→ Task prompt
Only one stretch of the records below should be repeated. It starts with the line containing "g.fill(path, 'evenodd');" and goes on through the line containing "g.translate(x, y);", exactly as written.

(Stored data entries)
##############################
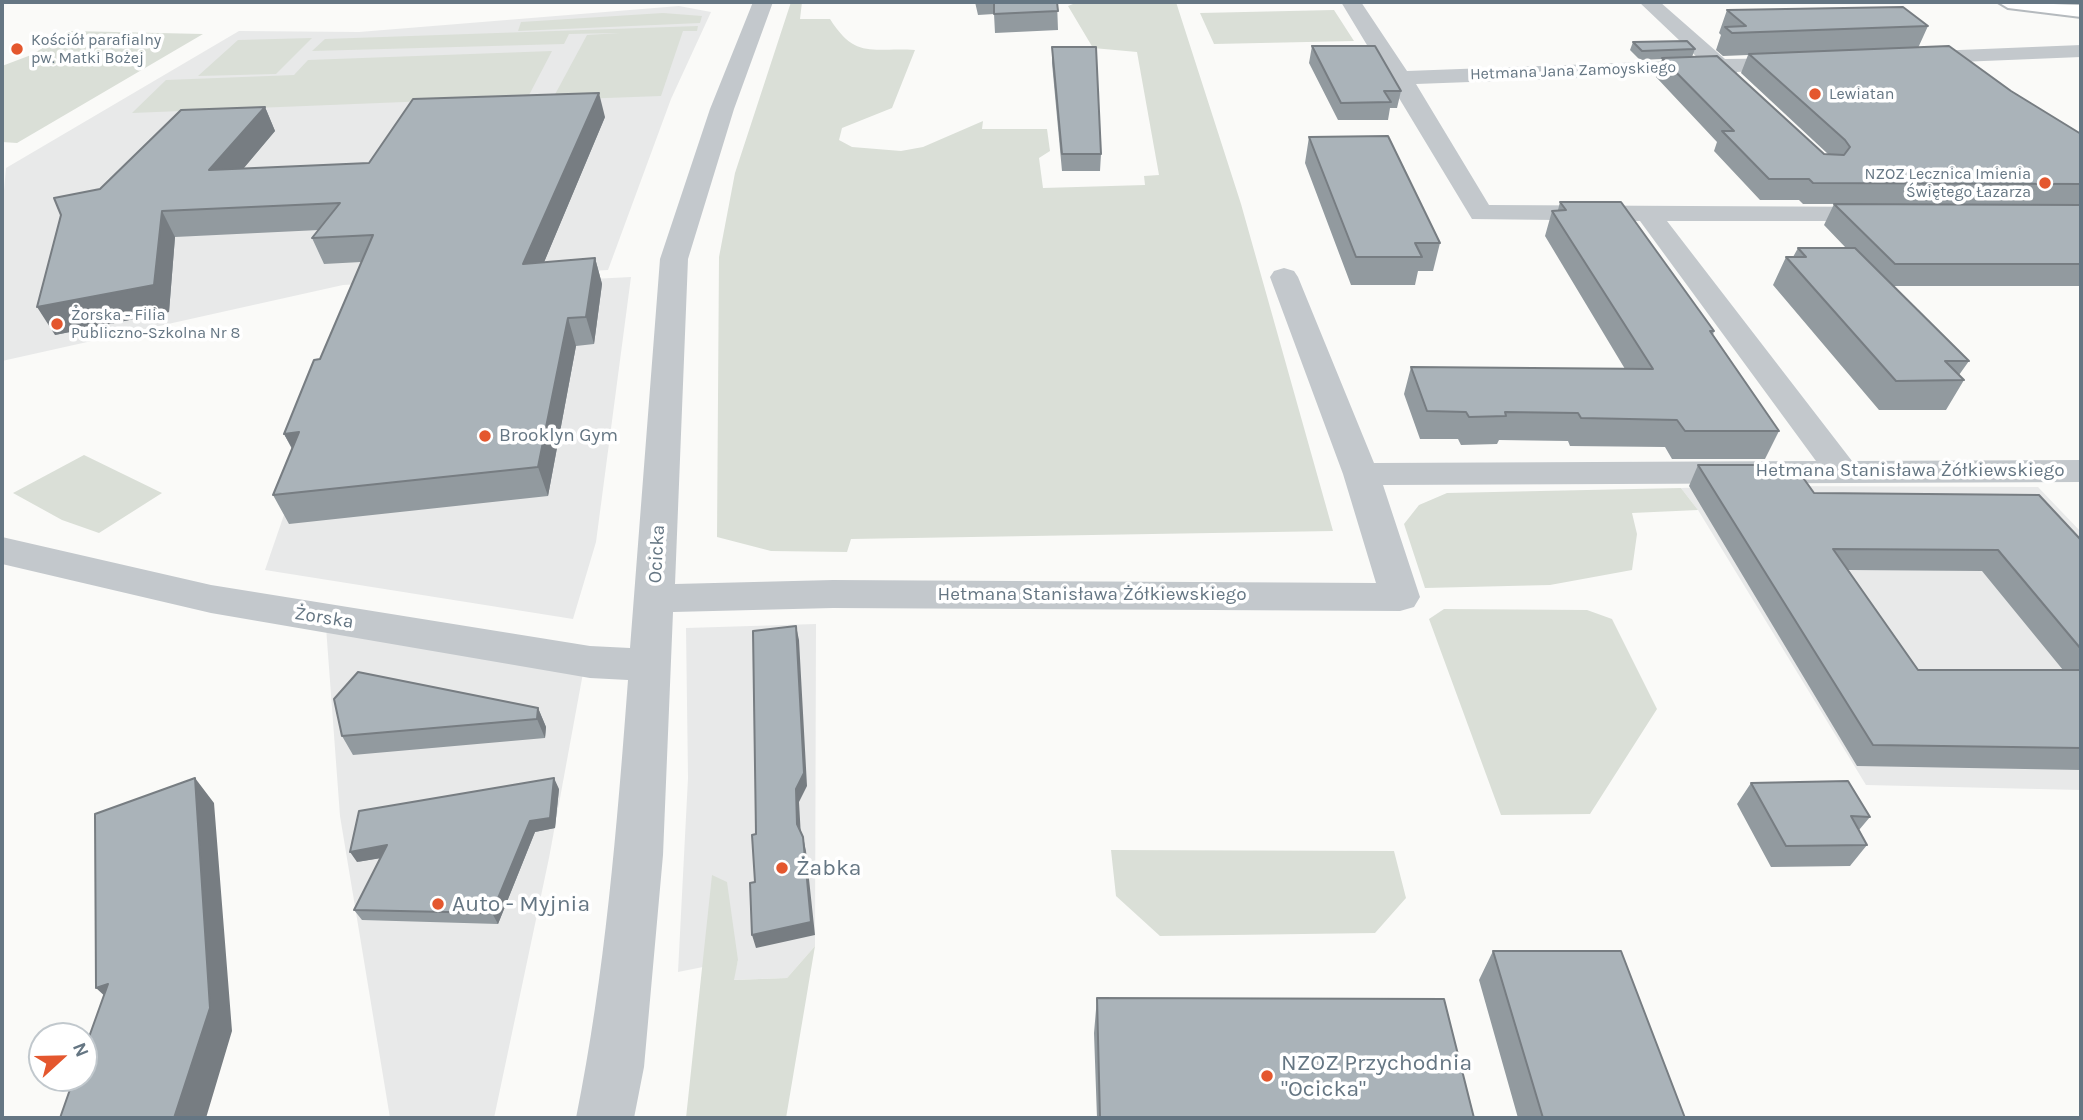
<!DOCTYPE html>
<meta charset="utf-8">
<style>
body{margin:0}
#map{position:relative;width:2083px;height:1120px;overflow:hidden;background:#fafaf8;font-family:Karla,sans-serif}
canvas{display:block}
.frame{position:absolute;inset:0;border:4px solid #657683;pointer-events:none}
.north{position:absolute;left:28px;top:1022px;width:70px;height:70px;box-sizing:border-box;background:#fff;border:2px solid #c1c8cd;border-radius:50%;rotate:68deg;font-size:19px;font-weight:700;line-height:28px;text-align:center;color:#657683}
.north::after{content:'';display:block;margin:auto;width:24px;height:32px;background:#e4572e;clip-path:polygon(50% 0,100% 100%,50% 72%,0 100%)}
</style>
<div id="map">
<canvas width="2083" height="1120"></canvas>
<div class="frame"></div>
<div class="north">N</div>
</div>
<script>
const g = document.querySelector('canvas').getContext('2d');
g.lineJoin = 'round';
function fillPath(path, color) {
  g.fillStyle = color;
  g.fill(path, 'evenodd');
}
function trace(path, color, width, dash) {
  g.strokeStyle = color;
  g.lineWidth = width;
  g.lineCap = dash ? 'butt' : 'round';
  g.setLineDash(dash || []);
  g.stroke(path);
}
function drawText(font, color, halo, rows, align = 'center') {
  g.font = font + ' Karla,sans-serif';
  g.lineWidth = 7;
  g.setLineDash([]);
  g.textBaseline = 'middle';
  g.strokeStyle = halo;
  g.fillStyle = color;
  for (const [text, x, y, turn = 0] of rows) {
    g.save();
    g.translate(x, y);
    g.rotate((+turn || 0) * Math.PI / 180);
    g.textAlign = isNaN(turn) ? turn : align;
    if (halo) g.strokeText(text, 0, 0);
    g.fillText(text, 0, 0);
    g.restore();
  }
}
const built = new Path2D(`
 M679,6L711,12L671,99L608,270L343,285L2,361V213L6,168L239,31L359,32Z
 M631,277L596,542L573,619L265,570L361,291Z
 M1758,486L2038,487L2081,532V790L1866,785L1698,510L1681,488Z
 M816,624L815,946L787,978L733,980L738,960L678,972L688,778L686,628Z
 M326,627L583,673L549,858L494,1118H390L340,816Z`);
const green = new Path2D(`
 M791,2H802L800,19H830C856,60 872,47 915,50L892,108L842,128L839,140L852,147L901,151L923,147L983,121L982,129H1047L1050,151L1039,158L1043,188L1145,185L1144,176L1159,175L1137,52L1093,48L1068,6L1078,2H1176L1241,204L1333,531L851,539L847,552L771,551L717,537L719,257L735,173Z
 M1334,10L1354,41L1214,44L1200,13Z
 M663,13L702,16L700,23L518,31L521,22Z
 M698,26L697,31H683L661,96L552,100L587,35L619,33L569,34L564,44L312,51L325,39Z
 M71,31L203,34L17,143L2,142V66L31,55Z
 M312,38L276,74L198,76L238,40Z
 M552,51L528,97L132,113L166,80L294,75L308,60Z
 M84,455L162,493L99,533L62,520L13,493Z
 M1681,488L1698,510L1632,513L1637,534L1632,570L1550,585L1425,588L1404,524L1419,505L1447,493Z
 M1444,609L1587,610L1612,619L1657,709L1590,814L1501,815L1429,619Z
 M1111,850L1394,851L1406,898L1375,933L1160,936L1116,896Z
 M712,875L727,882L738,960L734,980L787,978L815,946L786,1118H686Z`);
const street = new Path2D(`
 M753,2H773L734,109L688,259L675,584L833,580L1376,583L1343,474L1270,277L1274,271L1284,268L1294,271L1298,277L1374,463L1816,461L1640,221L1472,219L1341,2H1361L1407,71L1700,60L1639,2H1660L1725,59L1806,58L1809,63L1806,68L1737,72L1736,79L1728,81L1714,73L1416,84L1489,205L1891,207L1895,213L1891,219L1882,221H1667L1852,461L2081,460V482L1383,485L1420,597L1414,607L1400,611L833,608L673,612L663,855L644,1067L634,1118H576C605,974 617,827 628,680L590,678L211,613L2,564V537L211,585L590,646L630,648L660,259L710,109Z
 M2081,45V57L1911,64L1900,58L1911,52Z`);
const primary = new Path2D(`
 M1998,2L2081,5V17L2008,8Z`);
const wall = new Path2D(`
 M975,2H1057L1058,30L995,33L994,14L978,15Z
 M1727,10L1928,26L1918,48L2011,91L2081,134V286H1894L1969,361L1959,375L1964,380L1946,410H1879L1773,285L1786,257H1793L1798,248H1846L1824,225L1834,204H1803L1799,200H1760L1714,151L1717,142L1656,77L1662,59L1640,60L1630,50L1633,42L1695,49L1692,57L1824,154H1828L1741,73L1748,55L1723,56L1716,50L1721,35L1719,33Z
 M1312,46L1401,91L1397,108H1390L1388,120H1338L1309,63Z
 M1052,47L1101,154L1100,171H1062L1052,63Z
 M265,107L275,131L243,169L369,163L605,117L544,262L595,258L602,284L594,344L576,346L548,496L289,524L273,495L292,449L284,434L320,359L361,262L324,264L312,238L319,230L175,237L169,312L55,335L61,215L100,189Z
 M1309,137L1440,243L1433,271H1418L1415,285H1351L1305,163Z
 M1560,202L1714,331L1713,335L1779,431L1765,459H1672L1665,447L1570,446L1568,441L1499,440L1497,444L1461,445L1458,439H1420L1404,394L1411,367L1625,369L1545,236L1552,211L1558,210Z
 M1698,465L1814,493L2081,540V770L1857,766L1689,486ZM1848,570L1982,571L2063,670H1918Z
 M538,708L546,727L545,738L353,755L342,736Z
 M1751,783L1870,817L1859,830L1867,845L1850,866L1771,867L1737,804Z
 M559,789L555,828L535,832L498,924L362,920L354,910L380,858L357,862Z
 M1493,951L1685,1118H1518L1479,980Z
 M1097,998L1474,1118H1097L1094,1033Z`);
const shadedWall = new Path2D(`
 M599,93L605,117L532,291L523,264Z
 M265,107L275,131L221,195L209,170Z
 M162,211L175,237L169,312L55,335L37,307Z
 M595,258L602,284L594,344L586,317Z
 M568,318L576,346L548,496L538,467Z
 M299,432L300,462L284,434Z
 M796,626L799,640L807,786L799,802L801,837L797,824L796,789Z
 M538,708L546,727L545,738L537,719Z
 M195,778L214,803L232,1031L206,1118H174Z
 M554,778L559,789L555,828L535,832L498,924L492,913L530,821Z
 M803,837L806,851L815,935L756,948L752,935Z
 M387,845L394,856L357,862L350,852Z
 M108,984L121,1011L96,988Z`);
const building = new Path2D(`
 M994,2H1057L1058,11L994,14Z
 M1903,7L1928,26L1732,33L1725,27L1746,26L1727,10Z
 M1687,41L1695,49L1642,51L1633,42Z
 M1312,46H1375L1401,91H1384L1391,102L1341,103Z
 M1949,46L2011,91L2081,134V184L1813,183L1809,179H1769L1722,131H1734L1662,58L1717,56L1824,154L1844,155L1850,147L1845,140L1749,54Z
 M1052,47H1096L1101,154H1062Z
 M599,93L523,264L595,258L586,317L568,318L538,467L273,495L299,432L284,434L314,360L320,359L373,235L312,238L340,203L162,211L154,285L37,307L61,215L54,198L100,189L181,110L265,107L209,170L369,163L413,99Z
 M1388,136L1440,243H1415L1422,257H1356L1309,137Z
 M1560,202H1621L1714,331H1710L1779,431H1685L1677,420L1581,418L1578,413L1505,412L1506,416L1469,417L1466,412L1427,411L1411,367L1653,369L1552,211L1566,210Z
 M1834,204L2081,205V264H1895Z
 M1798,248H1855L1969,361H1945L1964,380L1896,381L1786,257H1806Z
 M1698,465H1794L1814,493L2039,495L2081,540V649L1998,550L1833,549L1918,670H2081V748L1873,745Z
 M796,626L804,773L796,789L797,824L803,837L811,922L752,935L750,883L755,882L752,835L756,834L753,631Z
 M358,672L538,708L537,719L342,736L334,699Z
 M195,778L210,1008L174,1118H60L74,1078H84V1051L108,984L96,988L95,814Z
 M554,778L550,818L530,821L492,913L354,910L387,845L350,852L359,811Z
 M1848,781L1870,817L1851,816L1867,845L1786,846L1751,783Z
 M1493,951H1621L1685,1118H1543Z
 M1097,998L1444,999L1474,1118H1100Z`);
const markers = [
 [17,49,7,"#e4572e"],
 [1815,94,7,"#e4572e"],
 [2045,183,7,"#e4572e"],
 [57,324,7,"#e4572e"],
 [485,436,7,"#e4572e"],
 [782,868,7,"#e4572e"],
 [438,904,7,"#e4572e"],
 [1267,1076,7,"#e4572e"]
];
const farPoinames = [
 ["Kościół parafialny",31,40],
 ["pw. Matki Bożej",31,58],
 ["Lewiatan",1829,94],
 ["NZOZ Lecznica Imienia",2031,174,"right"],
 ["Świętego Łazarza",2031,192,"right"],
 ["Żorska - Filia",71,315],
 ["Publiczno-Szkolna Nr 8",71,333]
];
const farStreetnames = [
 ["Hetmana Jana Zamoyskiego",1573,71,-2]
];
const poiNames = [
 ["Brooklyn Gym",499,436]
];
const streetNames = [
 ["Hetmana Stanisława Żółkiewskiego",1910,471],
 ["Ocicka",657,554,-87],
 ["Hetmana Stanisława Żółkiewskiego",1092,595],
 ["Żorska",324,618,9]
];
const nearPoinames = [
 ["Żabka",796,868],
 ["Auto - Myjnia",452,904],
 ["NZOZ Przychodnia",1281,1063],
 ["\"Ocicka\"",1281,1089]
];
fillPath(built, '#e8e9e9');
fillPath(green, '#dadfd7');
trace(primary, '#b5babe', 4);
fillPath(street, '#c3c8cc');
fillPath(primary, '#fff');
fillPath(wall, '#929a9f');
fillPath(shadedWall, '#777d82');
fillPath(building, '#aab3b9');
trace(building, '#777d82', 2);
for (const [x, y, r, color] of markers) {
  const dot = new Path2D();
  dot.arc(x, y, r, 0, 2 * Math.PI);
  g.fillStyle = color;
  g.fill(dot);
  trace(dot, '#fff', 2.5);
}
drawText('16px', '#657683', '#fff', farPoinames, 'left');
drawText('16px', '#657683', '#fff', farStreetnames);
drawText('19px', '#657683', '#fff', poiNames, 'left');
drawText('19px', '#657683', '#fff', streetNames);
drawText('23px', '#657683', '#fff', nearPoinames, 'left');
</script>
##############################
→ Exercise result
  g.fill(path, 'evenodd');
}
function trace(path, color, width, dash) {
  g.strokeStyle = color;
  g.lineWidth = width;
  g.lineCap = dash ? 'butt' : 'round';
  g.setLineDash(dash || []);
  g.stroke(path);
}
function drawText(font, color, halo, rows, align = 'center') {
  g.font = font + ' Karla,sans-serif';
  g.lineWidth = 7;
  g.setLineDash([]);
  g.textBaseline = 'middle';
  g.strokeStyle = halo;
  g.fillStyle = color;
  for (const [text, x, y, turn = 0] of rows) {
    g.save();
    g.translate(x, y);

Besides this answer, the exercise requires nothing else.